Dataset content START

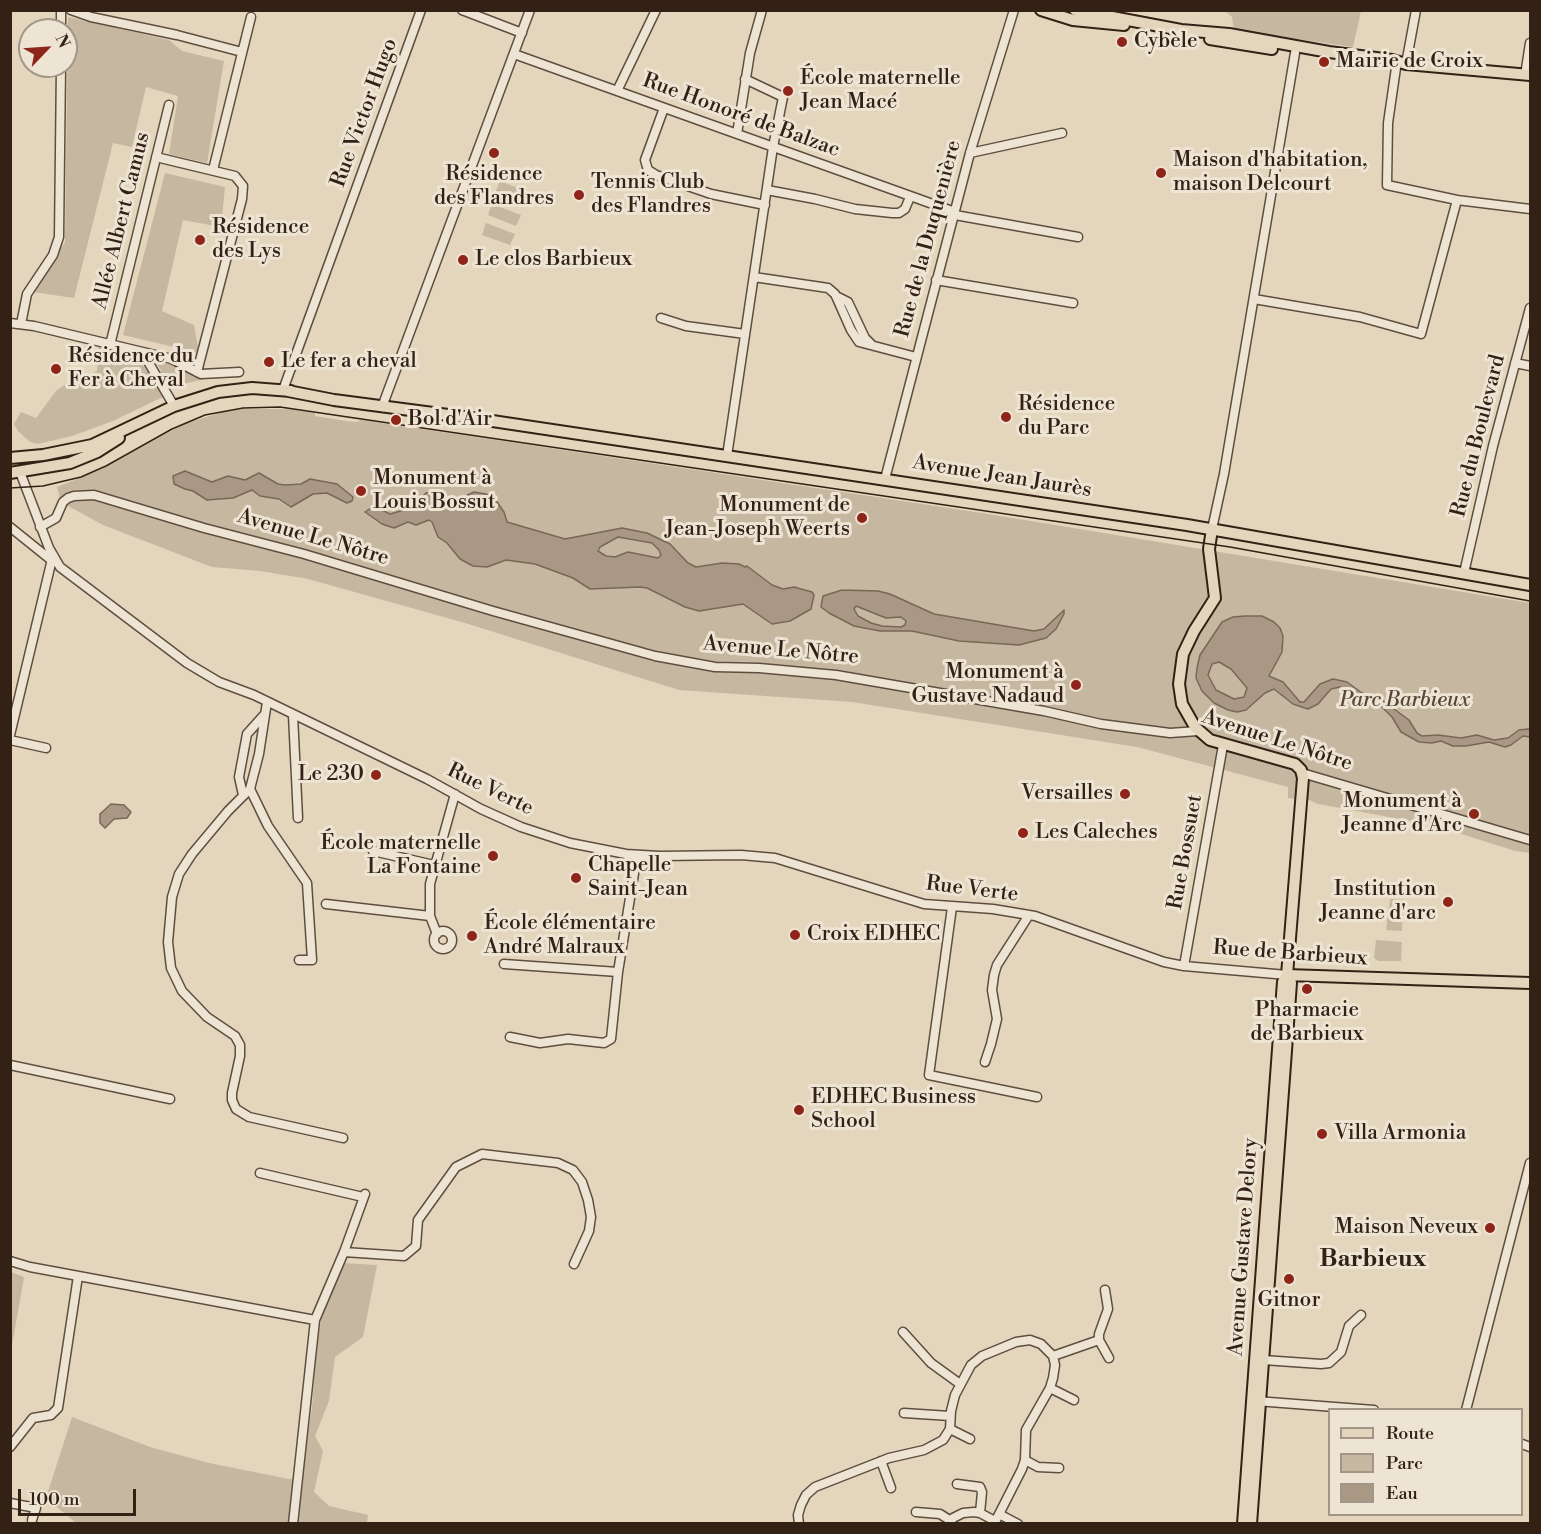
<!DOCTYPE html>
<html>
<head>
<meta charset="utf-8">
<style>
  body { margin:0 }
  #map { position:relative; width:1541px; height:1534px; overflow:hidden; background:#e4d6bd; font-family:"Libre Bodoni",serif }
  canvas { display:block }
  .frame { position:absolute; inset:0; border:12px solid #332116; pointer-events:none }
  .legend { position:absolute; left:1328px; top:1408px; width:195px; height:108px; box-sizing:border-box; background:#ede4d4; border:2px solid #a39688; margin:0; padding:8px 10px; list-style:none; font-size:18px; color:#332116 }
  .legend li { display:flex; align-items:center; gap:12px; height:30px }
  .legend b { width:30px; border:2px solid #a39688 }
  .north { position:absolute; left:18px; top:18px; width:60px; height:60px; box-sizing:border-box; background:#ede4d4; border:2px solid #a39688; border-radius:50%; rotate:65deg; font-size:16px; font-weight:700; line-height:24px; text-align:center; color:#332116 }
  .north::after { content:''; display:block; margin:auto; width:21px; height:27px; background:#8f2418; clip-path:polygon(50% 0,100% 100%,50% 72%,0 100%) }
  .scale { position:absolute; left:18px; top:1489px; width:118px; height:27px; box-sizing:border-box; border:3px solid #332116; border-top:0; padding-left:8px; font-size:18px; line-height:21px; white-space:nowrap; color:#332116; -webkit-text-stroke:4px #ede4d4; paint-order:stroke }
</style>
</head>
<body>
<div id="map">
<canvas width="1541" height="1534"></canvas>
<div class="frame"></div>
<ul class="legend">
<li><b style="height:8px;background:#e4d6bd"></b>Route</li>
<li><b style="height:16px;background:#c6b7a1"></b>Parc</li>
<li><b style="height:16px;background:#a89884"></b>Eau</li>
</ul>
<div class="north">N</div>
<div class="scale">100 m</div>
</div>
<script>
const ctx = document.querySelector('canvas').getContext('2d');
ctx.lineJoin = 'round';
function paint(path, color) {
  ctx.fillStyle = color;
  ctx.fill(path, 'evenodd');
}
function toPath(rows) {
  const path = new Path2D();
  for (const r of rows) {
    if (r.length === 3) {
      path.moveTo(r[0] + r[2], r[1]);
      path.arc(r[0], r[1], r[2], 0, 2 * Math.PI);
      continue;
    }
    path.moveTo(r[0], r[1]);
    for (let i = 2; i < r.length; i += 2) path.lineTo(r[i], r[i + 1]);
  }
  return path;
}
function stroke(path, color, width, dash) {
  ctx.strokeStyle = color;
  ctx.lineWidth = width;
  ctx.lineCap = dash ? 'butt' : 'round';
  ctx.setLineDash(dash || []);
  ctx.stroke(path);
}
function drawText(font, color, halo, rows, align = 'center') {
  ctx.font = font + ' "Libre Bodoni",serif';
  ctx.lineWidth = 6;
  ctx.setLineDash([]);
  ctx.textBaseline = 'middle';
  ctx.strokeStyle = halo;
  ctx.fillStyle = color;
  for (const [text, x, y, turn = 0] of rows) {
    ctx.save();
    ctx.translate(x, y);
    ctx.rotate((+turn || 0) * Math.PI / 180);
    ctx.textAlign = isNaN(turn) ? turn : align;
    if (halo) ctx.strokeText(text, 0, 0);
    ctx.fillText(text, 0, 0);
    ctx.restore();
  }
}
paint(toPath([
  [1222,11,1361,11,1353,47,1234,30,1232,17,1226,12],
  [68,17,169,40,182,51,224,61,207,163,169,154,178,96,146,87,132,147,113,143,74,298,33,292,65,242],
  [165,173,225,187,221,227,183,220,162,311,194,325,199,353,123,335],
  [500,181,528,192,524,204,495,193],
  [492,204,521,215,516,226,488,215],
  [486,223,515,234,510,245,482,235],
  [99,346,121,352,143,365,165,396,113,421,72,436,38,444,30,442,18,431,14,424,21,412,36,418,56,391,66,384,80,381,97,371],
  [156,362,177,365,195,376,205,379,170,387],
  [243,409,288,409,315,413,315,416,346,421,357,422,361,420,510,442,982,513,1530,603,1530,853,1515,851,1433,825,1318,804,1309,800,1288,798,1288,787,1137,747,852,702,679,690,465,623,308,579,260,571,212,567,103,525,61,502,57,487,102,469,184,424,223,412],
  [1390,899,1403,900,1402,931,1386,930],
  [1376,940,1402,942,1401,961,1378,961,1374,958],
  [343,1263,377,1265,363,1337,335,1357,329,1401,315,1436,323,1451,314,1492,329,1506,368,1515,367,1523,76,1523,46,1498,72,1417,150,1447,209,1463,289,1479,301,1477,312,1408,317,1343,323,1309],
  [11,1272,24,1277,11,1351,10,1272]
]), '#c6b7a1');
const water = toPath([
  [185,471,212,482,228,476,245,480,259,473,278,484,285,485,301,484,310,479,337,484,353,497,352,501,347,503,327,493,313,494,291,507,279,499,260,496,252,490,233,498,207,500,193,491,185,489,174,484,173,476,185,471],
  [431,492,453,502,474,492,486,494,495,499,504,512,507,522,565,539,622,528,647,533,670,544,688,563,696,567,722,563,739,564,745,567,747,566,772,585,783,589,794,587,812,592,814,595,811,609,790,621,772,624,743,604,699,611,685,607,647,588,640,587,590,589,573,578,535,564,506,560,487,567,473,566,460,559,447,543,438,537,432,522,429,520,416,525,408,522,394,528,382,524,365,512,374,506,390,514,411,508,426,493,431,492],
  [618,537,652,543,659,550,661,555,658,558,628,552,615,557,606,556,598,551,600,547,618,537],
  [842,590,878,591,890,594,934,614,1034,631,1044,629,1064,610,1064,614,1056,629,1046,638,1019,645,959,641,912,631,880,631,854,626,829,613,821,607,823,596,842,590],
  [856,606,886,618,901,617,906,621,905,625,901,627,882,626,871,623,858,616,854,609,856,606],
  [1245,616,1262,616,1274,622,1280,628,1283,636,1282,652,1269,676,1283,682,1300,702,1304,702,1320,684,1333,679,1347,682,1362,693,1379,698,1409,720,1417,733,1422,736,1438,735,1461,738,1477,735,1494,740,1508,738,1519,730,1528,729,1530,730,1530,737,1523,736,1511,745,1505,747,1489,742,1466,746,1453,746,1441,741,1432,743,1419,742,1401,732,1392,717,1378,703,1361,698,1351,690,1340,687,1331,689,1318,704,1308,709,1293,704,1274,689,1265,693,1246,710,1237,712,1228,710,1214,703,1202,691,1196,678,1197,668,1200,655,1222,622,1233,617,1245,616],
  [1219,662,1231,669,1247,688,1244,697,1234,699,1216,690,1208,675,1212,664,1219,662],
  [111,804,124,805,131,812,127,818,114,819,105,828,100,823,100,814,111,804]
]);
paint(water, '#a89884');
stroke(water, '#796858', 1.5);
const minor = toPath([
  [71,10,91,17,177,35,242,52],
  [462,10,522,33],
  [61,30,61,10],
  [514,54,955,212],
  [1397,61,1388,123,1387,185,1457,200,1530,209],
  [1406,64,1416,10],
  [1525,75,1530,43],
  [617,91,656,10],
  [664,108,645,160,648,170,656,175,711,194,765,205],
  [737,134,750,53,762,10],
  [970,153,1062,133],
  [156,157,235,176,243,186,242,199,197,372],
  [213,170,251,17],
  [767,190,815,199,855,209,892,213,899,213,905,209,910,197],
  [955,215,1078,237],
  [754,277,828,288,835,294,851,330,859,342,916,357],
  [936,280,1073,303],
  [836,296,848,302,865,338,872,345],
  [1254,299,1360,317,1421,334,1457,200],
  [661,318,686,326,745,334],
  [10,323,34,326,172,359,201,374,239,372],
  [21,324,27,294,53,255,59,237,61,66],
  [110,345,169,105],
  [143,353,174,406],
  [1515,363,1530,366],
  [283,390,421,10],
  [382,407,530,10],
  [727,456,773,147,783,97,745,79],
  [20,472,49,548,60,567,187,663,219,682,254,695,427,779,481,809,521,827,570,843,626,854,659,856,741,855,775,858,924,904,993,909,1035,916,1164,962,1184,966,1287,975],
  [885,479,970,153,1014,10],
  [10,527,51,560],
  [40,527,56,518,63,502,68,498,74,496,94,495,204,528,304,554,493,611,655,656,715,667,759,668,836,675,1044,711,1101,724,1170,733,1198,731],
  [1212,529,1224,474,1296,47],
  [1464,573,1493,446,1530,308],
  [267,702,259,754,250,789,228,811,192,854,179,874,172,897,168,942,171,968,182,991,207,1017,235,1036,240,1045,240,1056,232,1093,232,1100,236,1109,249,1117,343,1138],
  [293,715,298,818],
  [10,735,53,555],
  [10,740,46,748],
  [1302,773,1530,840],
  [250,789,268,826,307,883,312,960,299,960],
  [243,795,239,777,247,734,265,714],
  [373,851,434,865],
  [326,904,430,916],
  [952,907,929,1075,1037,1097],
  [443,940,9],
  [437,934,430,916,430,884,455,794],
  [504,964,618,972],
  [1184,966,1223,745],
  [510,1037,540,1043,568,1039,604,1043,611,1039,618,972,637,855],
  [985,1062,991,1044,997,1019,992,990,994,975,997,965,1029,915],
  [10,1065,170,1099],
  [260,1173,363,1197],
  [344,1252,404,1256,416,1246,418,1220,456,1167,482,1154,558,1163,573,1170,582,1182,588,1200,591,1217,589,1231,574,1264],
  [10,1261,30,1267,315,1320],
  [903,1332,931,1363,960,1384],
  [1099,1340,1109,1358],
  [1053,1356,1099,1340,1099,1334,1108,1309,1105,1290],
  [1263,1360,1321,1364,1329,1363,1341,1352,1349,1326,1361,1315],
  [1050,1388,1074,1400],
  [1256,1401,1374,1410],
  [1466,1410,1530,1163],
  [904,1413,950,1416],
  [950,1429,970,1439],
  [1522,1444,1530,1447],
  [10,1447,33,1418,51,1415,58,1408,78,1276],
  [1025,1460,1038,1467,1059,1468],
  [881,1461,891,1488],
  [957,1484,980,1487,982,1492,980,1513,995,1521],
  [10,1503,36,1508,32,1520],
  [916,1512,940,1514,951,1521],
  [999,1514,1018,1524],
  [293,1524,315,1320,344,1252,365,1194],
  [799,1524,798,1515,801,1505,806,1495,815,1487,889,1458,924,1450,943,1440,950,1429,951,1411,955,1395,971,1365,982,1356,1016,1342,1030,1340,1041,1344,1053,1356,1055,1365,1053,1378,1050,1388,1026,1430,1025,1460,1022,1469,994,1524],
  [949,1524,953,1518,963,1513,974,1512,980,1513]
]);
const major = toPath([
  [1041,10,1073,20,1124,25],
  [1075,10,1181,30,1229,34,1329,52,1392,60,1406,64,1530,75],
  [1210,39,1272,49],
  [283,390,334,400,479,419,1187,525,1530,585],
  [10,458,43,455,92,445,174,406,218,392,252,388,291,391],
  [10,473,70,463,97,452,119,438],
  [1212,529,1209,549,1215,598,1194,631,1183,654,1179,684,1182,704,1195,727,1210,740,1295,764,1301,770,1303,778,1287,975,1283,982,1282,995,1243,1524],
  [1287,975,1530,983],
  [1251,1524,1291,983,1287,975]
]);
stroke(minor, '#5f4e40', 11);
stroke(major, '#332116', 14);
stroke(minor, '#ede4d4', 8);
stroke(major, '#e4d6bd', 10);
stroke(toPath([
  [10,488,43,486,81,477,106,466,172,429,205,415,243,408,280,407,1230,547,1530,601]
]), '#332116', 1.5);
for (const [x, y, r, color] of [
  [1122,42,6,"#8f2418"],
  [1324,62,6,"#8f2418"],
  [788,91,6,"#8f2418"],
  [494,153,6,"#8f2418"],
  [1161,173,6,"#8f2418"],
  [579,195,6,"#8f2418"],
  [200,240,6,"#8f2418"],
  [463,260,6,"#8f2418"],
  [269,362,6,"#8f2418"],
  [56,369,6,"#8f2418"],
  [1006,417,6,"#8f2418"],
  [396,420,6,"#8f2418"],
  [361,491,6,"#8f2418"],
  [862,518,6,"#8f2418"],
  [1076,685,6,"#8f2418"],
  [376,775,6,"#8f2418"],
  [1125,794,6,"#8f2418"],
  [1474,814,6,"#8f2418"],
  [1023,833,6,"#8f2418"],
  [493,856,6,"#8f2418"],
  [576,878,6,"#8f2418"],
  [1448,902,6,"#8f2418"],
  [795,935,6,"#8f2418"],
  [472,936,6,"#8f2418"],
  [1307,989,6,"#8f2418"],
  [799,1110,6,"#8f2418"],
  [1322,1134,6,"#8f2418"],
  [1490,1228,6,"#8f2418"],
  [1289,1279,6,"#8f2418"]
]) {
  const dot = new Path2D();
  dot.arc(x, y, r, 0, 2 * Math.PI);
  ctx.fillStyle = color;
  ctx.fill(dot);
  stroke(dot, '#ede4d4', 2);
}
drawText('21px', '#332116', '#ede4d4', [
  ["Cybèle",1134,42],
  ["Mairie de Croix",1336,62],
  ["École maternelle",800,79],
  ["Jean Macé",800,103],
  ["Maison d'habitation,",1173,161],
  ["maison Delcourt",1173,185],
  ["Résidence",494,175,"center"],
  ["des Flandres",494,199,"center"],
  ["Tennis Club",591,183],
  ["des Flandres",591,207],
  ["Résidence",212,228],
  ["des Lys",212,252],
  ["Le clos Barbieux",475,260],
  ["Résidence du",68,357],
  ["Fer à Cheval",68,381],
  ["Le fer a cheval",281,362],
  ["Résidence",1018,405],
  ["du Parc",1018,429],
  ["Bol d'Air",408,420],
  ["Monument à",373,479],
  ["Louis Bossut",373,503],
  ["Monument de",850,506,"right"],
  ["Jean-Joseph Weerts",850,530,"right"],
  ["Monument à",1064,673,"right"],
  ["Gustave Nadaud",1064,697,"right"],
  ["Le 230",364,775,"right"],
  ["Versailles",1113,794,"right"],
  ["Monument à",1462,802,"right"],
  ["Jeanne d'Arc",1462,826,"right"],
  ["Les Caleches",1035,833],
  ["École maternelle",481,844,"right"],
  ["La Fontaine",481,868,"right"],
  ["Chapelle",588,866],
  ["Saint-Jean",588,890],
  ["Institution",1436,890,"right"],
  ["Jeanne d'arc",1436,914,"right"],
  ["École élémentaire",484,924],
  ["André Malraux",484,948],
  ["Croix EDHEC",807,935],
  ["Pharmacie",1307,1011,"center"],
  ["de Barbieux",1307,1035,"center"],
  ["EDHEC Business",811,1098],
  ["School",811,1122],
  ["Villa Armonia",1334,1134],
  ["Maison Neveux",1478,1228,"right"],
  ["Gitnor",1289,1301,"center"]
], 'left');
drawText('21px', '#332116', '#ede4d4', [
  ["Rue Victor Hugo",365,113,-70],
  ["Rue Honoré de Balzac",741,116,20],
  ["Allée Albert Camus",122,221,-76],
  ["Rue de la Duquenière",929,239,-75],
  ["Rue du Boulevard",1479,436,-76],
  ["Avenue Jean Jaurès",1002,477,9],
  ["Avenue Le Nôtre",313,538,16],
  ["Avenue Le Nôtre",781,651,5],
  ["Avenue Le Nôtre",1277,741,18],
  ["Rue Verte",490,790,26],
  ["Rue Bossuet",1186,852,-80],
  ["Rue Verte",972,890,7],
  ["Rue de Barbieux",1290,954,4],
  ["Avenue Gustave Delory",1244,1247,-86]
]);
drawText('italic 21px', '#584639', '#ede4d4', [
  ["Parc Barbieux",1405,701]
]);
drawText('bold 24px', '#332116', '#ede4d4', [
  ["Barbieux",1373,1260]
]);
</script>
</body>
</html>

Dataset content END

■ **Task directions**
Using the records given above, list every line that includes the word "rotate".

■ **Output of the exercise**
  .north { position:absolute; left:18px; top:18px; width:60px; height:60px; box-sizing:border-box; background:#ede4d4; border:2px solid #a39688; border-radius:50%; rotate:65deg; font-size:16px; font-weight:700; line-height:24px; text-align:center; color:#332116 }
    ctx.rotate((+turn || 0) * Math.PI / 180);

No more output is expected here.